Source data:

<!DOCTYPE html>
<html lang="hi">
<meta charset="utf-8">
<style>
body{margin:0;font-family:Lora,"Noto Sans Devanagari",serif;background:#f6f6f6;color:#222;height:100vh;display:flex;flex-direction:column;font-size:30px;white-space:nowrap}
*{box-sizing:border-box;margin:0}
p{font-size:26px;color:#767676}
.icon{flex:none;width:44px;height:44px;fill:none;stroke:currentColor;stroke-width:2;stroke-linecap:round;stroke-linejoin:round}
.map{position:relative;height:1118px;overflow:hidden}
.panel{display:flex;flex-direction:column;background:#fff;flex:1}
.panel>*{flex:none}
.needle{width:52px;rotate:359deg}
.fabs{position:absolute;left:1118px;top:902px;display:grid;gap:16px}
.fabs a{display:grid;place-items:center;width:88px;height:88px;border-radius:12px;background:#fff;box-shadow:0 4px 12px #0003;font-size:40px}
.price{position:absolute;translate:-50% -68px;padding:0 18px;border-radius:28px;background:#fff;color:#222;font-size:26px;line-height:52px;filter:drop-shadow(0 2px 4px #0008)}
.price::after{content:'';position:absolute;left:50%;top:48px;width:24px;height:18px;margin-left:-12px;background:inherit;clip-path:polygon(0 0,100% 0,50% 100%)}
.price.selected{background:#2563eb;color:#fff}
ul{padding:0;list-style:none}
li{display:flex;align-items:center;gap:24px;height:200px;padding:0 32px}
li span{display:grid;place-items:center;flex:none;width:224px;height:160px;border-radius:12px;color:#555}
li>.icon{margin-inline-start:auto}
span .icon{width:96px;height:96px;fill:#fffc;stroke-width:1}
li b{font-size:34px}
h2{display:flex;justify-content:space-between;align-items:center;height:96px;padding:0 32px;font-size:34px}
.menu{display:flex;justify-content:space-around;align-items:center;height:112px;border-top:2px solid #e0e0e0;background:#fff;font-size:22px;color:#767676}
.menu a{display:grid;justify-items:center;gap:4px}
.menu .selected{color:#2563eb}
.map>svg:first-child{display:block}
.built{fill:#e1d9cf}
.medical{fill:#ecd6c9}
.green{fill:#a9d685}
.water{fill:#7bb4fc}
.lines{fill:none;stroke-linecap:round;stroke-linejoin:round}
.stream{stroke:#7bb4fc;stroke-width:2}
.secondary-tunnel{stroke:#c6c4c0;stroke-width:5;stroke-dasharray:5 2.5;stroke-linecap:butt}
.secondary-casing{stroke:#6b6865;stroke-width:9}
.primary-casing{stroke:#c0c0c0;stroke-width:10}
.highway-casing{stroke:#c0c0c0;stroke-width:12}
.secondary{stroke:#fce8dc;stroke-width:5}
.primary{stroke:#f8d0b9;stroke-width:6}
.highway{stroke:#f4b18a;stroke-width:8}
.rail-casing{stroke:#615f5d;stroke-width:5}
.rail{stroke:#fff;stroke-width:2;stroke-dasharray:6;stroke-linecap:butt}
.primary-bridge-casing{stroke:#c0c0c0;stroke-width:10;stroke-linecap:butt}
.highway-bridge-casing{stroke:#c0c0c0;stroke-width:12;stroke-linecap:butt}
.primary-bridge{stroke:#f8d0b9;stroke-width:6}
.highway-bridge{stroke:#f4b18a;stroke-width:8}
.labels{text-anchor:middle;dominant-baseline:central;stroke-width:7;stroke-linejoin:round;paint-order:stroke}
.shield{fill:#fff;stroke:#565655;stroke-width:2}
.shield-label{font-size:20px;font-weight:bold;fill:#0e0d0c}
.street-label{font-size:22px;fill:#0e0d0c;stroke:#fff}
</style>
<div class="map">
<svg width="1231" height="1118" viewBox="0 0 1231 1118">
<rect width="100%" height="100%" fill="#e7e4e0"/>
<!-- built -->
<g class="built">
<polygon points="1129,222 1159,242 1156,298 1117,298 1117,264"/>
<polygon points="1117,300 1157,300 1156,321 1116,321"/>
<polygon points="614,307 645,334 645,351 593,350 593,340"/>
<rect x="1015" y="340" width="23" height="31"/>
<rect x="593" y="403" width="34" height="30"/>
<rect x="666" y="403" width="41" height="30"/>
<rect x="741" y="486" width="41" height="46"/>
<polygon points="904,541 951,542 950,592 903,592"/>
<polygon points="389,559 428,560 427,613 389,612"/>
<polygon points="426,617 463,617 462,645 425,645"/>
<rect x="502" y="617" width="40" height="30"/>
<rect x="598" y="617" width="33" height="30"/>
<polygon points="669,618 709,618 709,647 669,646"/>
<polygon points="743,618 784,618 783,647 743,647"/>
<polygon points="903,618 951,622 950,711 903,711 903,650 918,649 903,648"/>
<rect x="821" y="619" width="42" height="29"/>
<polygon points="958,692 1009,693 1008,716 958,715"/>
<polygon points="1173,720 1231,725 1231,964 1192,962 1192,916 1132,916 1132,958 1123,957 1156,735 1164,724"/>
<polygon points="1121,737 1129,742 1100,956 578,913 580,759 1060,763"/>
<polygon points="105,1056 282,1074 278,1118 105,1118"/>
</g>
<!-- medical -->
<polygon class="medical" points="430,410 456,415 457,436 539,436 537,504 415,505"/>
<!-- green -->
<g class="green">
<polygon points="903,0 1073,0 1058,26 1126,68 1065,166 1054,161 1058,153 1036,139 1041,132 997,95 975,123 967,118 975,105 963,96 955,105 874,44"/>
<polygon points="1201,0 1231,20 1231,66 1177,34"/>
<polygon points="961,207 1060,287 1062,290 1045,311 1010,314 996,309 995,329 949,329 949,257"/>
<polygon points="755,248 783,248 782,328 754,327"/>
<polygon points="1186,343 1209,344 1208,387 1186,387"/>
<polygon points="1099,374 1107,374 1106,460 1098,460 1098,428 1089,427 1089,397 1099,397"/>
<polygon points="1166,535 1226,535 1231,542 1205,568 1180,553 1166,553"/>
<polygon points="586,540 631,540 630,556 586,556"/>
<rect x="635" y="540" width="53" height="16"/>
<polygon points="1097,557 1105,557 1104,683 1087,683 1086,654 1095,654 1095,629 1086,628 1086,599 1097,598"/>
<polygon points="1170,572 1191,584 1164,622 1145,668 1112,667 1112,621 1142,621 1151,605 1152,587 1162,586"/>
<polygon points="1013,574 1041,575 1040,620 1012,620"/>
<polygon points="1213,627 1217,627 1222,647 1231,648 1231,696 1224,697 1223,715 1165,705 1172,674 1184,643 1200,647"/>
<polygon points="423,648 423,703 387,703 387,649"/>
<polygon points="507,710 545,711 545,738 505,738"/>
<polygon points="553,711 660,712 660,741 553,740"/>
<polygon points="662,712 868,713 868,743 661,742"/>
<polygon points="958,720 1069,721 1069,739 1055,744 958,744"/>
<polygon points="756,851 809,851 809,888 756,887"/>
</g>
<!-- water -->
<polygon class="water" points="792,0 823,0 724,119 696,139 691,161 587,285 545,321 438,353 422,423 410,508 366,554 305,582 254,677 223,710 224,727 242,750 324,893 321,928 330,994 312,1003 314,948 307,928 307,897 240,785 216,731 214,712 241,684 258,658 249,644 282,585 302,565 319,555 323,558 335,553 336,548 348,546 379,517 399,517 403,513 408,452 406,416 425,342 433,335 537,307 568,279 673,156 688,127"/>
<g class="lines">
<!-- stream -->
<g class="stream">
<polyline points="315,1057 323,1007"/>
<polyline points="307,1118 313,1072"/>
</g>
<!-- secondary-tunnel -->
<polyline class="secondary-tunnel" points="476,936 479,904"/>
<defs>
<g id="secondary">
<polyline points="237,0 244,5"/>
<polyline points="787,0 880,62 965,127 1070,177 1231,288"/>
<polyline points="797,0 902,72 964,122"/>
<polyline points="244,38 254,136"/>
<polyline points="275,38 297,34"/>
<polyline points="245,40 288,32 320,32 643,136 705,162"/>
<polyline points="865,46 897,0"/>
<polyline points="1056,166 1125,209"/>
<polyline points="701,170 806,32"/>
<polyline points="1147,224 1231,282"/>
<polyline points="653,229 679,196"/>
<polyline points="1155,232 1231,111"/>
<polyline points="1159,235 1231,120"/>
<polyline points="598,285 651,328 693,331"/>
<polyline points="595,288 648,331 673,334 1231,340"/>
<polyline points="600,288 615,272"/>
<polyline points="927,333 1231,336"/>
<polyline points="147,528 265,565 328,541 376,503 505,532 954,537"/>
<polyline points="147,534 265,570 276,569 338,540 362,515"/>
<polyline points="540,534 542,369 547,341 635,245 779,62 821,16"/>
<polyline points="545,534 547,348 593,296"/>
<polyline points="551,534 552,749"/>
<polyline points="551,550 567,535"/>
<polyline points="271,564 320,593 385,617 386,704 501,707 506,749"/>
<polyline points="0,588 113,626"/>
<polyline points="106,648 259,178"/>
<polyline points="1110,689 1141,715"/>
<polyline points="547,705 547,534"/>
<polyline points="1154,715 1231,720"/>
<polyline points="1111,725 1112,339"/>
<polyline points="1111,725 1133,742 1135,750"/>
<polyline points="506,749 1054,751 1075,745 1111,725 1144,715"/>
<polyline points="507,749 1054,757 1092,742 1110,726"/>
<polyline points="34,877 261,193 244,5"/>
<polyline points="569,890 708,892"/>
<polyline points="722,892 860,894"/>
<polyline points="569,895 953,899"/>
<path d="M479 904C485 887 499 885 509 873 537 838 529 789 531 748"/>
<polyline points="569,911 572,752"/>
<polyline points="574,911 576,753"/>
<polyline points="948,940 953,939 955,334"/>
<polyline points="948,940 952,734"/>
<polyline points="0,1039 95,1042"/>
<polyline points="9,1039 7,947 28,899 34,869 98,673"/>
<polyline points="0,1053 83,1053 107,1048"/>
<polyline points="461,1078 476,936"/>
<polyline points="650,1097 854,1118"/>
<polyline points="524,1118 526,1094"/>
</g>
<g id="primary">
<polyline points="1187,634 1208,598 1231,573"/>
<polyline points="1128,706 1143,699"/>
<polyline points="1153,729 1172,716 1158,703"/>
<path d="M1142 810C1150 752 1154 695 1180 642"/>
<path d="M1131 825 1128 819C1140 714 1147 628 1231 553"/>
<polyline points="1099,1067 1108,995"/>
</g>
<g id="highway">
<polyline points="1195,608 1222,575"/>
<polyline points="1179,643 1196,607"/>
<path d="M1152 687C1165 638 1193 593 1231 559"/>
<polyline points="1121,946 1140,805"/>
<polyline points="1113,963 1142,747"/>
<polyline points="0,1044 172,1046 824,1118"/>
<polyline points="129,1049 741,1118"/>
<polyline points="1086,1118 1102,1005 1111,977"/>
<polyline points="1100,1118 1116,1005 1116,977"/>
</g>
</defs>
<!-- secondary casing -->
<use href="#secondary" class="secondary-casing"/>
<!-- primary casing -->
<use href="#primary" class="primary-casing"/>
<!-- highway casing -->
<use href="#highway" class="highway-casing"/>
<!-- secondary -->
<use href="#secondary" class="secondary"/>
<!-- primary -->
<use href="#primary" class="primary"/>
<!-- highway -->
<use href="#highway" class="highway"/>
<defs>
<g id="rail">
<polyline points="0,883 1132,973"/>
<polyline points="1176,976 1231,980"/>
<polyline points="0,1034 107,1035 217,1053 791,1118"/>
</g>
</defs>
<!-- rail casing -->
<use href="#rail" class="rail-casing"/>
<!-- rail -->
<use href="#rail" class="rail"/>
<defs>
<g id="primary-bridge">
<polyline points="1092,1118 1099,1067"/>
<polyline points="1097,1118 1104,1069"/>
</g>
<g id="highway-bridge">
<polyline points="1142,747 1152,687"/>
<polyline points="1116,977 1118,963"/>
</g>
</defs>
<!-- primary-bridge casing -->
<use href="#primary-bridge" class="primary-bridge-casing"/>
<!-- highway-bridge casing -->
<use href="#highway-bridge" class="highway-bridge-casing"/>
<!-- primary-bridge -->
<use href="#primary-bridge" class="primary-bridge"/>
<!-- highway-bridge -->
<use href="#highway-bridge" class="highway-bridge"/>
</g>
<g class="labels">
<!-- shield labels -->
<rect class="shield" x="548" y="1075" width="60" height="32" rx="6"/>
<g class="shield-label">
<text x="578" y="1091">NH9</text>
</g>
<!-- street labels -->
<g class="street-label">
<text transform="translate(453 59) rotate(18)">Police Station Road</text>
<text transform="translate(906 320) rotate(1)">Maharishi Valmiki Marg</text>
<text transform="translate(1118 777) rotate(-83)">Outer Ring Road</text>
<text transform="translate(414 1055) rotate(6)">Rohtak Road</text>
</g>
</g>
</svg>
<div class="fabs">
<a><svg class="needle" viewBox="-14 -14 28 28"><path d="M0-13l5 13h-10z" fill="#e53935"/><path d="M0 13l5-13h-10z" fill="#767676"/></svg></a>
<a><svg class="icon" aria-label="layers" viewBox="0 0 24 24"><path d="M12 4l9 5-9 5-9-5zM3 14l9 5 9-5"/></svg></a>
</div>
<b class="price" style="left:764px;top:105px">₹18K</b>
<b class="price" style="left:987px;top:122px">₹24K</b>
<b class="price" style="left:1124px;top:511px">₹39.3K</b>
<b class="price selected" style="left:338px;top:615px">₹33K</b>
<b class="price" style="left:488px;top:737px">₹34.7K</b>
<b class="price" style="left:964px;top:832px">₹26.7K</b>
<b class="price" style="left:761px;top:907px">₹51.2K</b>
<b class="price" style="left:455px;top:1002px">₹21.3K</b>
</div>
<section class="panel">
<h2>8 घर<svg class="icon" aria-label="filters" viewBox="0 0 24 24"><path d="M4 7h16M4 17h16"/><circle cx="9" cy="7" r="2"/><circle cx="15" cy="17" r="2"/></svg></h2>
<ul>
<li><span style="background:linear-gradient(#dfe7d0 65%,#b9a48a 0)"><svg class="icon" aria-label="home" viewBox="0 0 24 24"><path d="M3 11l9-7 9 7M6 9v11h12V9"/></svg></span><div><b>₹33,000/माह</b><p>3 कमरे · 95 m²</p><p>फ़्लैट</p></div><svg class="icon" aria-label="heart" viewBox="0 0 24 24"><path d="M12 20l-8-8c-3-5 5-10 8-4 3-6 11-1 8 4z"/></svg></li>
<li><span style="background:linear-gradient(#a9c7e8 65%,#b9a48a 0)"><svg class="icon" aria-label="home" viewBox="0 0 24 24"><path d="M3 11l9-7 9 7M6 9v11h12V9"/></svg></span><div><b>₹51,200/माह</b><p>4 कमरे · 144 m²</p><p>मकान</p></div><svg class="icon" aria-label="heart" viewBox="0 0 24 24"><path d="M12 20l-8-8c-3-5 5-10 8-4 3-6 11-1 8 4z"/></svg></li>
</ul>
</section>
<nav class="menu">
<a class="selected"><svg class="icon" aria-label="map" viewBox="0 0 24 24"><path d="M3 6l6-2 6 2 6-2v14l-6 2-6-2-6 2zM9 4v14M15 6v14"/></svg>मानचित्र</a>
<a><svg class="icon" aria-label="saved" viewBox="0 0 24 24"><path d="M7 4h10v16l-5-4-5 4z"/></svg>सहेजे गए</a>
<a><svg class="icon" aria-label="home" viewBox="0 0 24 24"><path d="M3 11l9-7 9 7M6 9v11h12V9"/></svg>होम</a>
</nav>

#### What the exercise asks:
Among the entries, find every line holding "lines" and return it.

#### Output of the exercise:
.lines{fill:none;stroke-linecap:round;stroke-linejoin:round}
<g class="lines">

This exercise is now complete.